What is being asked
Return, from the data that follows, each line that holds the word "Park".

Saved data entries
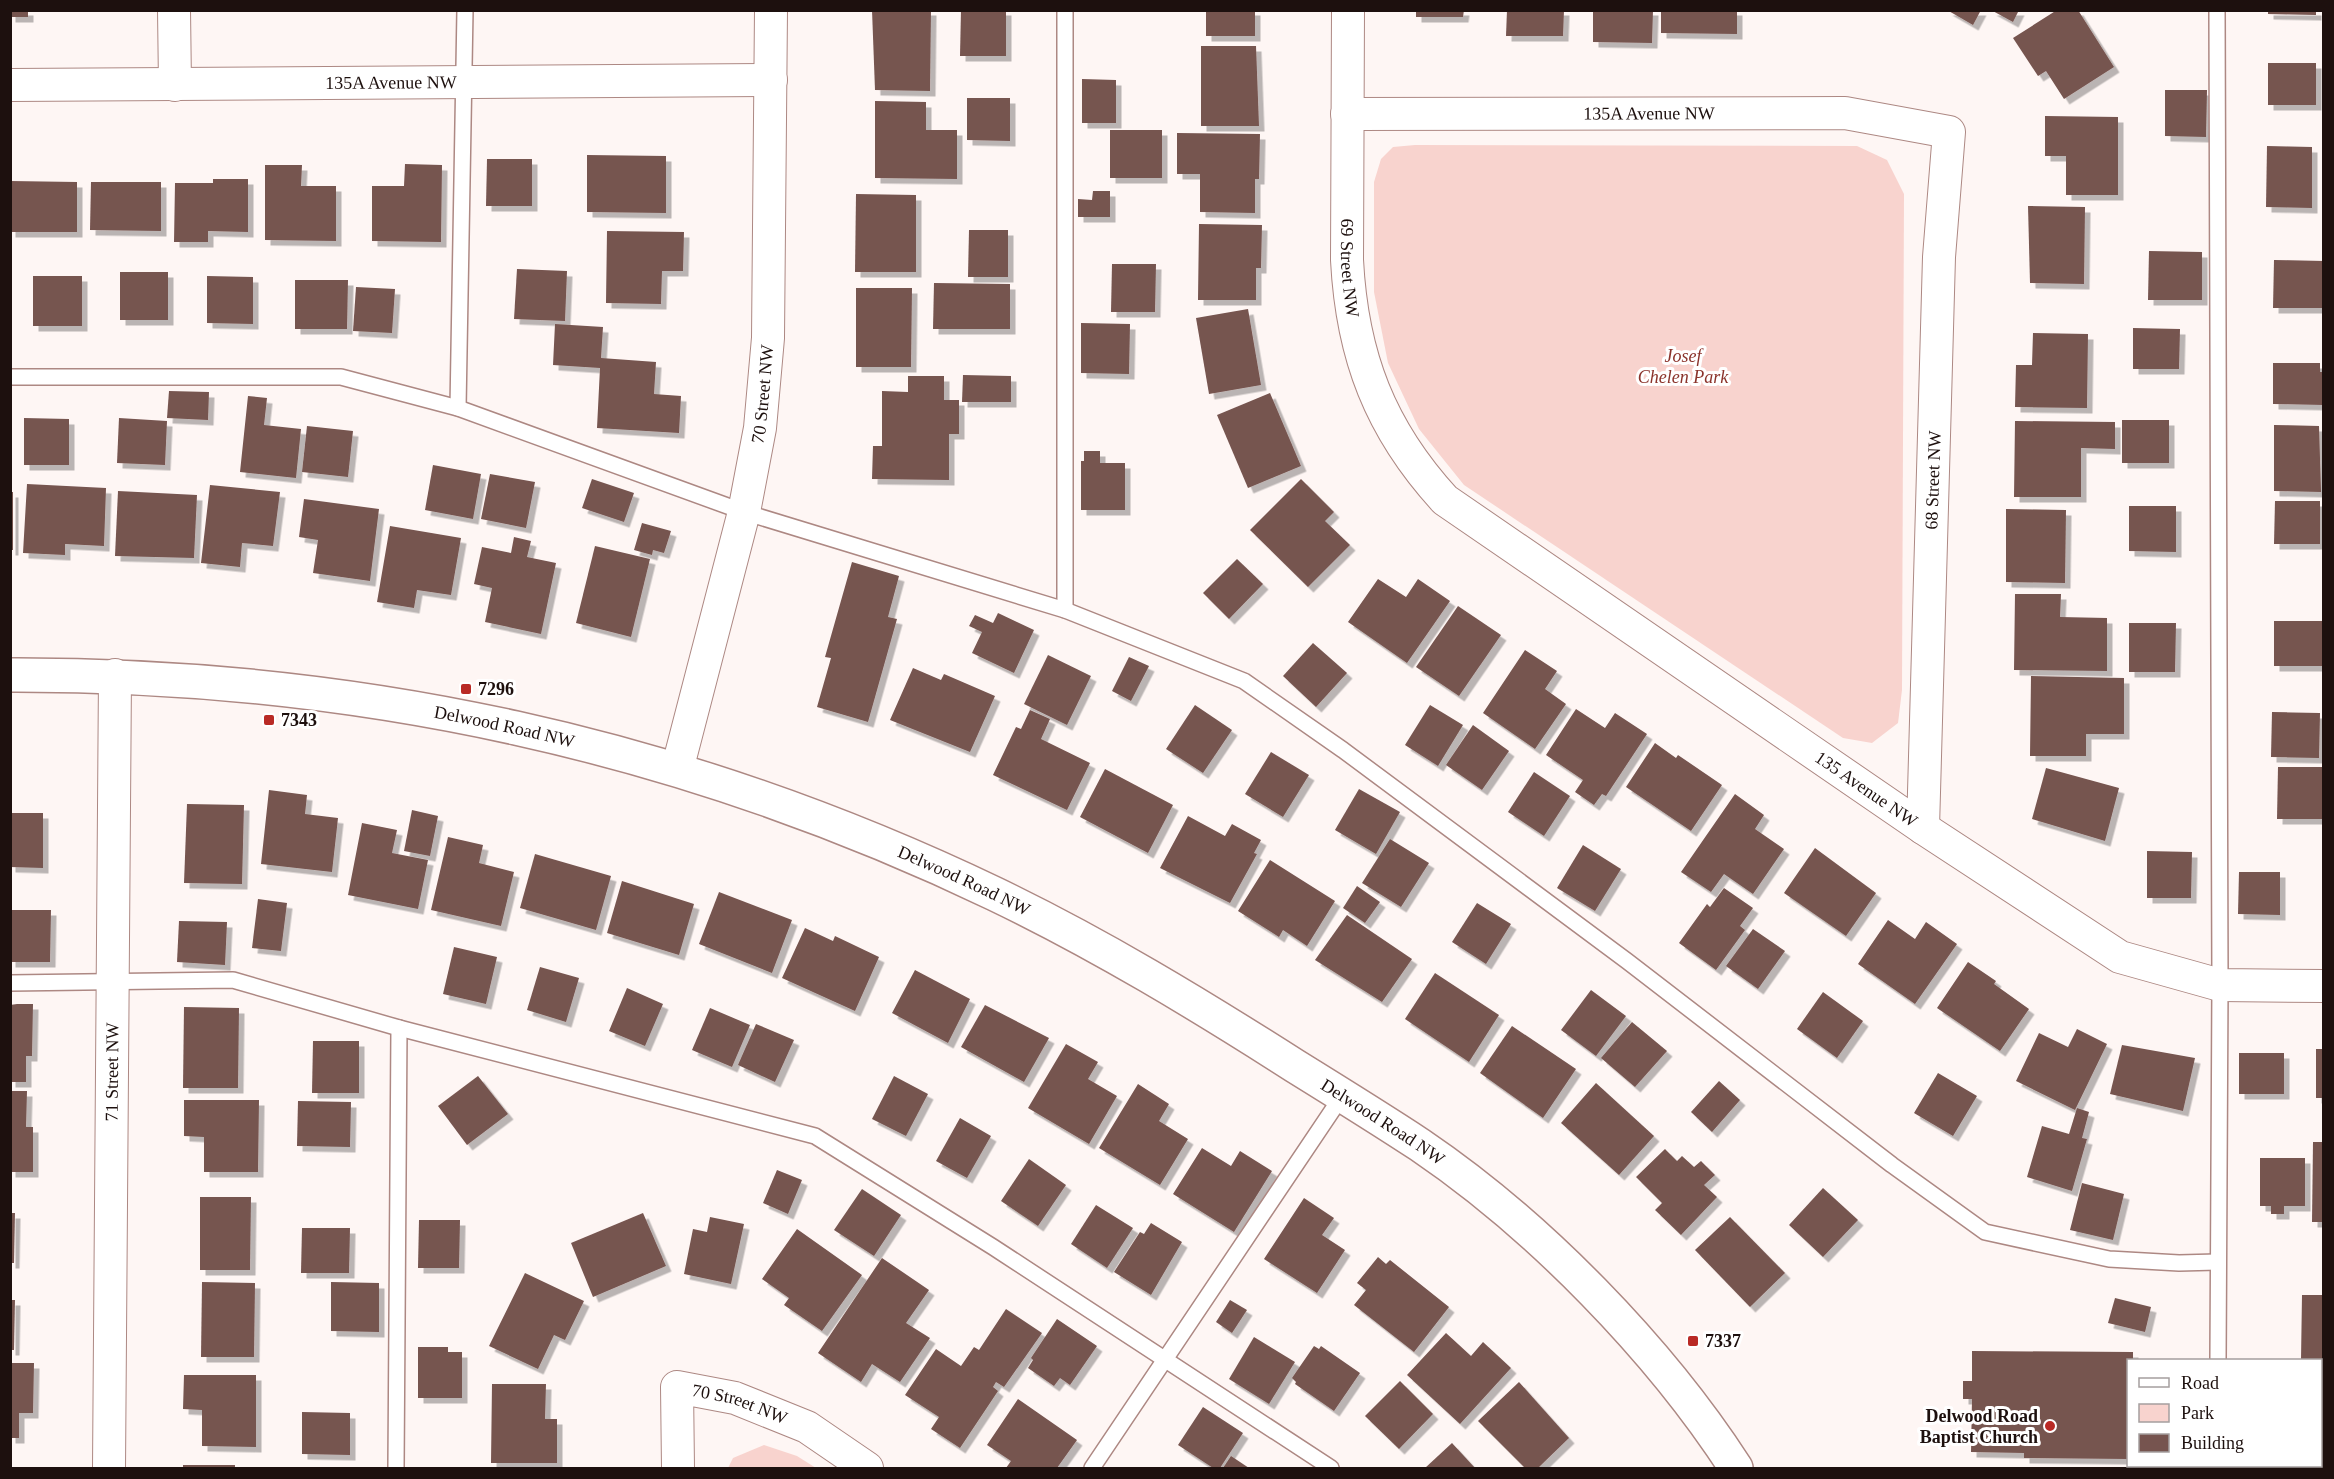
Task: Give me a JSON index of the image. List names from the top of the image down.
{
  "streets": {
    "street": [
      "135A Avenue NW",
      "69 Street NW",
      "70 Street NW",
      "68 Street NW",
      "Delwood Road NW",
      "135 Avenue NW",
      "71 Street NW"
    ]
  },
  "crossings": [
    ["135A Avenue NW", "69 Street NW"],
    ["135A Avenue NW", "70 Street NW"],
    ["135A Avenue NW", "68 Street NW"],
    ["69 Street NW", "135 Avenue NW"],
    ["70 Street NW", "Delwood Road NW"],
    ["68 Street NW", "135 Avenue NW"],
    ["Delwood Road NW", "71 Street NW"]
  ],
  "parks": ["Josef Chelen Park"],
  "places": {
    "transit": ["7296", "7343", "7337"],
    "other": ["Delwood Road Baptist Church"]
  },
  "legend": ["Road", "Park", "Building"]
}
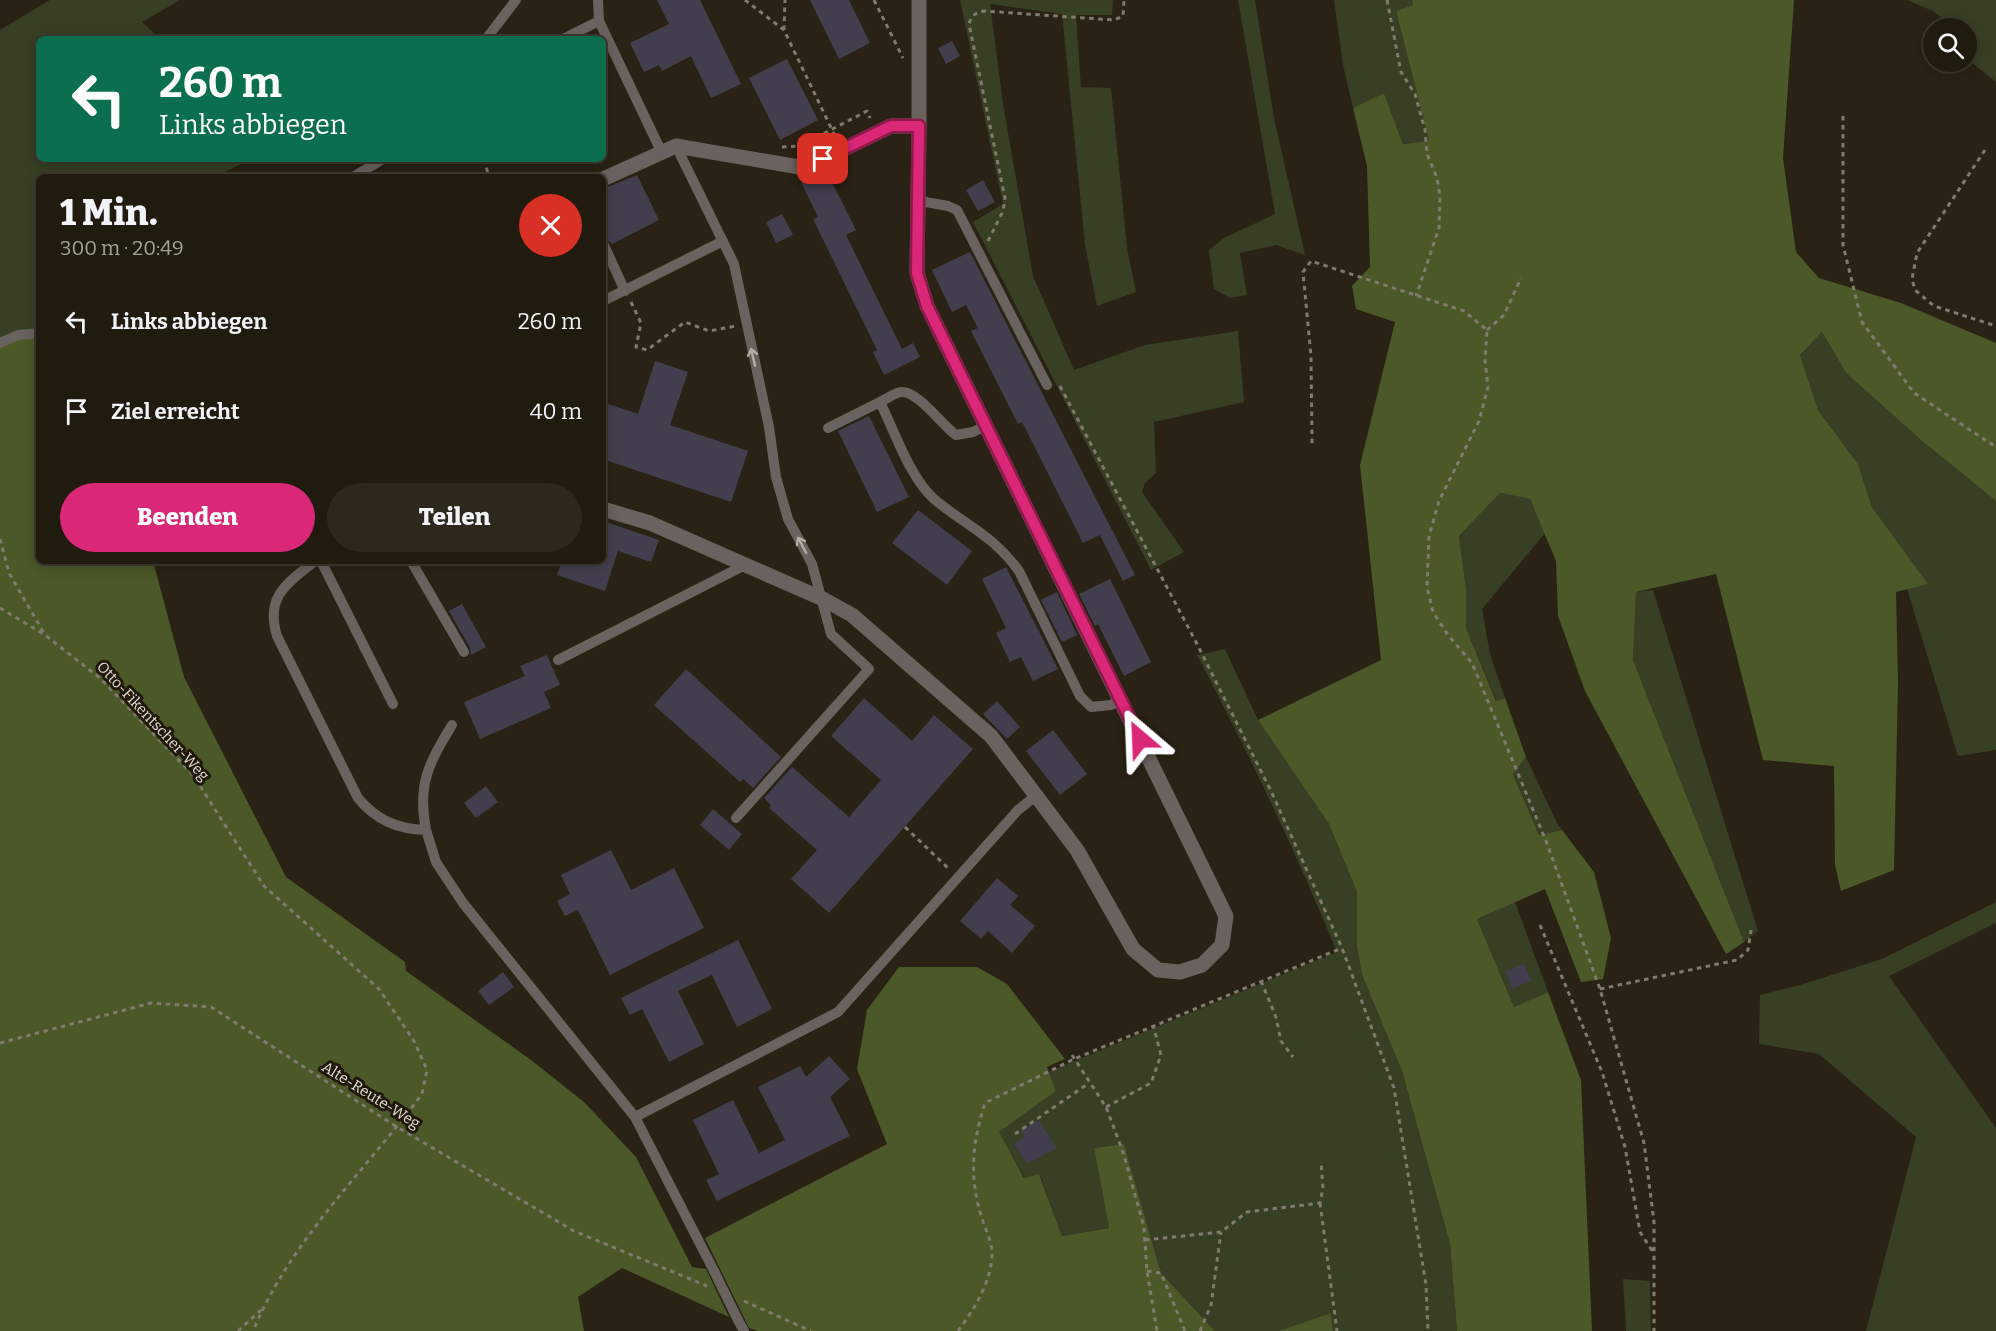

Exercise solution
  "parks": ["Josef Chelen Park"],
  "legend": ["Road", "Park", "Building"]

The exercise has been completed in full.